Error tracking service Application error monitoring — sensitive data is scrubbed before transmission

Mboxer does not use third-party analytics, advertising networks, or tracking services.

STORED DATA

What we store

All data is stored in a database on the server. Nothing is shared with third parties. Here is exactly what we keep:

ACCOUNT

Username
Account creation date
Primary EVE character reference

CHARACTERS

Character name and portrait image
Account label and personal notes
EVE character ID
EVE authorization credentials (server-side only, never sent to your browser)
Cached skill data (server-side only, never sent to your browser)

ORGANIZATION

Activity groups (names, notes, canvas positions)
Ship doctrine certifications
Custom tags and categories
Sticky notes
Industry blueprint favorites

SESSION

One authentication cookie (secure, expires automatically)
No data stored in your browser beyond the session cookie
Session records (automatically cleaned up)

NOT COLLECTED

What we do not access

Mboxer has no ability to read or modify any of the following. These ESI scopes are never requested:

ISK balance or wallet

Assets or inventory

Mail or notifications

Contacts or standings

Market orders

Corporation or alliance roles

Location or ship fittings

Chat logs

Contracts

Planetary interaction

Fleet information

Any write access to your account

SECURITY

How we protect your data

This application undergoes regular penetration testing using source-code-aware tooling that validates real, reproducible exploits across OWASP Top 10 categories including injection, cross-site scripting, server-side request forgery, and authentication bypass.
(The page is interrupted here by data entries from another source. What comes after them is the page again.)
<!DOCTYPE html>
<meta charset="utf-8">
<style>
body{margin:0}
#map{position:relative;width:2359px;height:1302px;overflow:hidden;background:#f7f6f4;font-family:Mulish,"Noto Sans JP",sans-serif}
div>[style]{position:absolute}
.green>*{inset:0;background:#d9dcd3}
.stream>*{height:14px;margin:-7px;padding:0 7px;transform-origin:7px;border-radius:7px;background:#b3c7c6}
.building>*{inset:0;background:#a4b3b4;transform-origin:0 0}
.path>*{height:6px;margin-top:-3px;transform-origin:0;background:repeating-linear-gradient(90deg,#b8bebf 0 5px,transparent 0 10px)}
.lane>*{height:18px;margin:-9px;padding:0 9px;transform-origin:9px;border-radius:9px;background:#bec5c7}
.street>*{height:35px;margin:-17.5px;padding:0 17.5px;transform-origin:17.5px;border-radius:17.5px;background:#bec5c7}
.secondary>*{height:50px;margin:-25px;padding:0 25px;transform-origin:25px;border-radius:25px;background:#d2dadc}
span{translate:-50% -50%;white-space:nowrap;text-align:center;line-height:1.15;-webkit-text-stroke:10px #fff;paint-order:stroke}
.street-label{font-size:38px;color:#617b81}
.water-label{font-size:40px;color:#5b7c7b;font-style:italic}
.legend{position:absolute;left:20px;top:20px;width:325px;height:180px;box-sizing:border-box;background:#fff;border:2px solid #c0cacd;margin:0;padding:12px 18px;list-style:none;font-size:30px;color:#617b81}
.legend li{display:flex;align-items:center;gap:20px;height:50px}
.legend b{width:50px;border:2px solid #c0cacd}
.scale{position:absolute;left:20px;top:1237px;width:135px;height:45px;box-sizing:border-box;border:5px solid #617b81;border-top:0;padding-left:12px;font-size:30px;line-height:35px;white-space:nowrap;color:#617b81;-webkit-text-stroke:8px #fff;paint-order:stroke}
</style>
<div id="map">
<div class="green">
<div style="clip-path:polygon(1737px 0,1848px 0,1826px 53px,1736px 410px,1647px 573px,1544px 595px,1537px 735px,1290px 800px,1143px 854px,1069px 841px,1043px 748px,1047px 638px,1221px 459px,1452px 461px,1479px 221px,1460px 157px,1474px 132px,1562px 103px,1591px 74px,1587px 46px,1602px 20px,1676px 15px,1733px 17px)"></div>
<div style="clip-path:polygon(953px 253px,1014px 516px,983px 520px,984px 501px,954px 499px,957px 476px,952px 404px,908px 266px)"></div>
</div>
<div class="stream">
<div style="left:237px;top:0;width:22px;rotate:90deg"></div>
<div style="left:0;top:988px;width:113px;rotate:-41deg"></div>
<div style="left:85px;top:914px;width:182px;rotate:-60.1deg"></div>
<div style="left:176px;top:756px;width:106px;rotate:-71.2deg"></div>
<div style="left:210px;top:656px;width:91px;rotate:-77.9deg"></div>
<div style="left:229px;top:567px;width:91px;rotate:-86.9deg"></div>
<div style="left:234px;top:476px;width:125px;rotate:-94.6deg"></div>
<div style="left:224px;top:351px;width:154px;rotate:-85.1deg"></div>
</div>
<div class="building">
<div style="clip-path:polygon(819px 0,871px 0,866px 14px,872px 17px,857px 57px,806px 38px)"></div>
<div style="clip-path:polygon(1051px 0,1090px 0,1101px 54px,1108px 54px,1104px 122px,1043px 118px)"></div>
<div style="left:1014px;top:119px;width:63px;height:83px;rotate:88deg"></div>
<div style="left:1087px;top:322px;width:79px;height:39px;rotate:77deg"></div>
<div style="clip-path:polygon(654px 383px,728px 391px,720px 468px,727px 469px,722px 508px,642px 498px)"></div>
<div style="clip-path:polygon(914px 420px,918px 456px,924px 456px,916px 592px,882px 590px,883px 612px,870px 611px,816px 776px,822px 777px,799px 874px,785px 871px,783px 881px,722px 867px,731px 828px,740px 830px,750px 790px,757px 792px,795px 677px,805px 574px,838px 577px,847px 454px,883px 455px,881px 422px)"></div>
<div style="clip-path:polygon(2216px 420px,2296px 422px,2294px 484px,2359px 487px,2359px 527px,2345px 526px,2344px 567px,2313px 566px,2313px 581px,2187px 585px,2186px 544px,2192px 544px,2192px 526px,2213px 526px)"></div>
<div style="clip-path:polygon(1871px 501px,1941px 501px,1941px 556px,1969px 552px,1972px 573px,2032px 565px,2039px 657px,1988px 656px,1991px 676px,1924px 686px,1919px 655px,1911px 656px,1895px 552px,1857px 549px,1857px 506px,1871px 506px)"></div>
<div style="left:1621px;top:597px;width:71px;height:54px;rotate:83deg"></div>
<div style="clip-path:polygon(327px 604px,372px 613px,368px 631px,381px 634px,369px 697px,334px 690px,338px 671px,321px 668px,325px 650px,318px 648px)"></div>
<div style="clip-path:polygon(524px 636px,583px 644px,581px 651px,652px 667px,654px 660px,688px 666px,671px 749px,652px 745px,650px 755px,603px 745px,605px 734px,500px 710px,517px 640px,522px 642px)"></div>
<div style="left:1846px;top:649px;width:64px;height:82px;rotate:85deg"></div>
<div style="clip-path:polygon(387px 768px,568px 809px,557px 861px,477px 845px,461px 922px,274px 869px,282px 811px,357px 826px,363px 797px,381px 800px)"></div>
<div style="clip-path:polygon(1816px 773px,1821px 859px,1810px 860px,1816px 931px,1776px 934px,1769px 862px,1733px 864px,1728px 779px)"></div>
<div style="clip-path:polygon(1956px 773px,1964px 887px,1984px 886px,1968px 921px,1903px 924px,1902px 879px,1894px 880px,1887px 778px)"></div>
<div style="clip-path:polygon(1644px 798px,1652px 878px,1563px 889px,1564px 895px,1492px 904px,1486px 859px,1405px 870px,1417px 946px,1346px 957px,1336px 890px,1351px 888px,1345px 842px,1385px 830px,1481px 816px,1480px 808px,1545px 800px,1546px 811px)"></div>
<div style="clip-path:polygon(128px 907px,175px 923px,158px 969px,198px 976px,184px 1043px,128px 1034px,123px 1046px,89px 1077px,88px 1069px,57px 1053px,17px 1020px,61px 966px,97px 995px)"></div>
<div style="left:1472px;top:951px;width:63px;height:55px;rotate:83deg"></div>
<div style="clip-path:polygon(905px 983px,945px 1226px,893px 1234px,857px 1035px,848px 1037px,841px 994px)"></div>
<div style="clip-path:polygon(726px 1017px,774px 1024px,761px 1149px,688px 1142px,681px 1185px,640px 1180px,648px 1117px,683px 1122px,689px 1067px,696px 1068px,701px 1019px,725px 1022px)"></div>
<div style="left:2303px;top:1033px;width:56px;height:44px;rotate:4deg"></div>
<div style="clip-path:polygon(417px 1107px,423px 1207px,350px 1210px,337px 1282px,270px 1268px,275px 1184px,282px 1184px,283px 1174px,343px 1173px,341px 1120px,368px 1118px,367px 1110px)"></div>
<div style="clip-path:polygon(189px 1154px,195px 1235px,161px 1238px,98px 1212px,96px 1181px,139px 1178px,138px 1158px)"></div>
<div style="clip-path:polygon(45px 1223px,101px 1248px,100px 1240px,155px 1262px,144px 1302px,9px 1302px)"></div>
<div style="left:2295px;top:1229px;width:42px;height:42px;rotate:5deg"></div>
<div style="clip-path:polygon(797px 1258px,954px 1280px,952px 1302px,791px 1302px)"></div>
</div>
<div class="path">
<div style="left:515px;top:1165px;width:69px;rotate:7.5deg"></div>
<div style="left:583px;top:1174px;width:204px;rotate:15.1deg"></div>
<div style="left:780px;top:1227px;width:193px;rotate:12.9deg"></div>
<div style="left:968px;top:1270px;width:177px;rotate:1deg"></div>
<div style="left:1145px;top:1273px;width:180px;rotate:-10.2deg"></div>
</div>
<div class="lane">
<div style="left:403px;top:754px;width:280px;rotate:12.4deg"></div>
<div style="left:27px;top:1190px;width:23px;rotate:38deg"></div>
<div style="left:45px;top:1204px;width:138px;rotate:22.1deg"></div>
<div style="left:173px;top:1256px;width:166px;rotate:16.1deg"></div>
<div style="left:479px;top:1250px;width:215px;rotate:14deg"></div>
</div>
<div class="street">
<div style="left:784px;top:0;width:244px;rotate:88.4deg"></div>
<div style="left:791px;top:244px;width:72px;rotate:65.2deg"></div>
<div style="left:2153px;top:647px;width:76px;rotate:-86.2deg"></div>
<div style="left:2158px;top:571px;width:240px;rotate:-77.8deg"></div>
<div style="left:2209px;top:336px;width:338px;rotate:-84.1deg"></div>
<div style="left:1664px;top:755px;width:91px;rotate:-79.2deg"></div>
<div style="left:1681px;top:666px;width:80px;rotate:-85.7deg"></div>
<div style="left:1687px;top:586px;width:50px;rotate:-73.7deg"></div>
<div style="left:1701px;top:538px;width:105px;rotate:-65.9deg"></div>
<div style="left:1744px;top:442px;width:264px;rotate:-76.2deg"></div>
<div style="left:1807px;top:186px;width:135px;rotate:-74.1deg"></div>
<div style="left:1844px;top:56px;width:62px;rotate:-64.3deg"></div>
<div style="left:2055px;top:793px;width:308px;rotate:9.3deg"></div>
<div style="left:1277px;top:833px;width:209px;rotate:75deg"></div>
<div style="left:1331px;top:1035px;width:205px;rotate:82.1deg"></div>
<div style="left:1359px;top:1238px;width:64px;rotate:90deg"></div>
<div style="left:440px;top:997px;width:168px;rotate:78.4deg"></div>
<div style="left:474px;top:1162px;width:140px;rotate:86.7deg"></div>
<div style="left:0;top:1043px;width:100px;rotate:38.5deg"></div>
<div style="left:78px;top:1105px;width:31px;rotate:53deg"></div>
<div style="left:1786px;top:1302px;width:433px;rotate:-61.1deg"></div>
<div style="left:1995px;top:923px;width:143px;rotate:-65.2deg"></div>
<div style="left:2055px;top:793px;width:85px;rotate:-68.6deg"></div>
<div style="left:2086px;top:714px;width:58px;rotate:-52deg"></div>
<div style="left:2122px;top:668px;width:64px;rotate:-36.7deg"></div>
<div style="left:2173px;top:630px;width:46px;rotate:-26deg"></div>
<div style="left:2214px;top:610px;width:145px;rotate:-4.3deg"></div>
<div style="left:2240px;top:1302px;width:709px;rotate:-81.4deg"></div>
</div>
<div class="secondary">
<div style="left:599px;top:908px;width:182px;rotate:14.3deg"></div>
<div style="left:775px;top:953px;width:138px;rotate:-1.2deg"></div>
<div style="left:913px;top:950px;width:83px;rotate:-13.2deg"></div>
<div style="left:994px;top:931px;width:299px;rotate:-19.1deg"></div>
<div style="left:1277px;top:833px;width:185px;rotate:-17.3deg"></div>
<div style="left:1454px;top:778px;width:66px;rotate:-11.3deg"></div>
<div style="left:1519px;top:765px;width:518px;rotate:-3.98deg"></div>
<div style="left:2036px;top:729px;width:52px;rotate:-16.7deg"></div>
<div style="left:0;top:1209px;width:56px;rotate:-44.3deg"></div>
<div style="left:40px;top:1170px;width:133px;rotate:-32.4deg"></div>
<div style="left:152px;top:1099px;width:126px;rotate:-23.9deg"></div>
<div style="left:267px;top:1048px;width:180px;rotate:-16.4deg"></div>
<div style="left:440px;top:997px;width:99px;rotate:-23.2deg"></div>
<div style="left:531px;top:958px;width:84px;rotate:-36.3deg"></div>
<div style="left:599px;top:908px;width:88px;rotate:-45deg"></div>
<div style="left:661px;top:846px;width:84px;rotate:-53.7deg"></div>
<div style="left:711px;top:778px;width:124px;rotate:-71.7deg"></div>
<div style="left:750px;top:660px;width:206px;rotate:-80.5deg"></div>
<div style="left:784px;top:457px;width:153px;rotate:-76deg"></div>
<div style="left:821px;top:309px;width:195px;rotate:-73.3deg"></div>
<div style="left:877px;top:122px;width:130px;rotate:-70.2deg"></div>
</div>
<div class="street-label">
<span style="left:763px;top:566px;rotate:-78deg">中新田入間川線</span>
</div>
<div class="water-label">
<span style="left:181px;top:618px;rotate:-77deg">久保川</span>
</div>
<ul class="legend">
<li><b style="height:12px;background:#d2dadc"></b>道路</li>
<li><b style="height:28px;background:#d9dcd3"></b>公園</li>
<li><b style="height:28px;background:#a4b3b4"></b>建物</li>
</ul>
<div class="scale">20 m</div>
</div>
EVE OAuth tokens are scoped to the minimum required permissions and are stored server-side only — they are never exposed to client-side code or sent to your browser.

DATA REMOVAL

How to delete your data

Disconnect EVE

Open your Roster, select a character, and click Disconnect. This revokes access with CCP's servers and clears all cached skill data for that character.

Delete a Character

Delete a character from your Roster to permanently remove their record, portrait file, group memberships, tags, ship certifications, and any EVE data.

Log Out

Logging out invalidates your session immediately. Session records are automatically cleaned up.

Delete Your Account

Permanently delete your account and all associated data from the Account page (accessible via the shield icon in the sidebar after signing in). This removes your account, all characters, portraits, activity groups, tags, sticky notes, ship certifications, industry favorites, and all active sessions. EVE OAuth tokens are revoked with CCP during deletion. This action is irreversible.

DATA EXPORT

Accessing your data

Signed-in users can export a complete copy of their data from the Account page.